++++ Extracted information

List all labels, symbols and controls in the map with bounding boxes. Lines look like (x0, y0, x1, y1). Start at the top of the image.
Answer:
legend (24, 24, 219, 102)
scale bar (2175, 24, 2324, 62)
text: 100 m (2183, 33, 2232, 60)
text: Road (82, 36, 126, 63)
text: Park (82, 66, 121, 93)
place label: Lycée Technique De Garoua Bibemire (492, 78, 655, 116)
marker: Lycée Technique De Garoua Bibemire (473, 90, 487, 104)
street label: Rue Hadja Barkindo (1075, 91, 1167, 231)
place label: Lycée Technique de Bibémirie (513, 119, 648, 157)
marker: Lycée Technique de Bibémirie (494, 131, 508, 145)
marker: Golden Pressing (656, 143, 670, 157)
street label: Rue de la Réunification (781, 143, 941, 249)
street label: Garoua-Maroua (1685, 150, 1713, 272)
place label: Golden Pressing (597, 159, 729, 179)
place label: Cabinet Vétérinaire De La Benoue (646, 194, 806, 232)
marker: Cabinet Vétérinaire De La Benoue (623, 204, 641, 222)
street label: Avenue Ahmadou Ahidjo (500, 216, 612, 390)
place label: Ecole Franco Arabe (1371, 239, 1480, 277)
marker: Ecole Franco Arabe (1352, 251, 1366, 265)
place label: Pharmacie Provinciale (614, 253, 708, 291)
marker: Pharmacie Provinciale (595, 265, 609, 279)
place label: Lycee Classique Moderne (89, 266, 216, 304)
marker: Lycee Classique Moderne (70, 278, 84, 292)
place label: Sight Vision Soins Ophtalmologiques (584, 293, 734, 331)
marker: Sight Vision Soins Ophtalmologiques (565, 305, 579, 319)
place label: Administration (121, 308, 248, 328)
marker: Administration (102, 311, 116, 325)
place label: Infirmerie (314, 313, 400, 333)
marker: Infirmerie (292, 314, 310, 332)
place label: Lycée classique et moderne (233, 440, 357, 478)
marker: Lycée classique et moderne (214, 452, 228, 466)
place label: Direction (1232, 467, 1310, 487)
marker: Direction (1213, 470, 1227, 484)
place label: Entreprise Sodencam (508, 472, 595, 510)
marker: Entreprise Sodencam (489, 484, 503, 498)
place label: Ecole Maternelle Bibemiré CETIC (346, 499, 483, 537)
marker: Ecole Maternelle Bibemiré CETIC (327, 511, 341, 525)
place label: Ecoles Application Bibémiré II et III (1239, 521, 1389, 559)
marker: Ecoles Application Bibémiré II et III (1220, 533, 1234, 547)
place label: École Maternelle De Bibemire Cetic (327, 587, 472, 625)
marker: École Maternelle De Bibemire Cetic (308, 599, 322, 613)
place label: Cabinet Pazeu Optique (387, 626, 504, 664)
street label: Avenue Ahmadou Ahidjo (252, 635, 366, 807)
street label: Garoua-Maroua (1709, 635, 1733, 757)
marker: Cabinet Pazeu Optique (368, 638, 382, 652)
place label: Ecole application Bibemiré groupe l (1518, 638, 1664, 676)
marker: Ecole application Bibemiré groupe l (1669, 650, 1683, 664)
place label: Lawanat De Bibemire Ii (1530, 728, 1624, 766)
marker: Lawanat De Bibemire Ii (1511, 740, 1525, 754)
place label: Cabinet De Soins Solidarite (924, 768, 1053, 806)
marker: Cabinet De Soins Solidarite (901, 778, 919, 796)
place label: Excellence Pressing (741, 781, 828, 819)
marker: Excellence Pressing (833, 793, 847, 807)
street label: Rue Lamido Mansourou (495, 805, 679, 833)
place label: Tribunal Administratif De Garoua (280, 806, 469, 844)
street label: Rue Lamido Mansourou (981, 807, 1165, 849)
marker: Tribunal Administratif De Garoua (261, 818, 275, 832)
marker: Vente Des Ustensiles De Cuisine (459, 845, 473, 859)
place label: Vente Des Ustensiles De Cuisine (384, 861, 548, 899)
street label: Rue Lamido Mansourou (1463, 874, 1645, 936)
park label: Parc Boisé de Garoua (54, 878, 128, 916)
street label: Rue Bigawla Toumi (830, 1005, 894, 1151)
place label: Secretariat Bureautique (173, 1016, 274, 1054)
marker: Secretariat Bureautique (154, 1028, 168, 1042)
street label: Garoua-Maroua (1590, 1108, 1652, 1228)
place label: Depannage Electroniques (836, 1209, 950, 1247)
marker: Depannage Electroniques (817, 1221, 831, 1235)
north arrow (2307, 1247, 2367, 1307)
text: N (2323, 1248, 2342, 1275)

++++++++

» What this task involves
Which lines above contain the word "Ecoles"? Show each of them.

» Problem solution
place label: Ecoles Application Bibémiré II et III (1239, 521, 1389, 559)
marker: Ecoles Application Bibémiré II et III (1220, 533, 1234, 547)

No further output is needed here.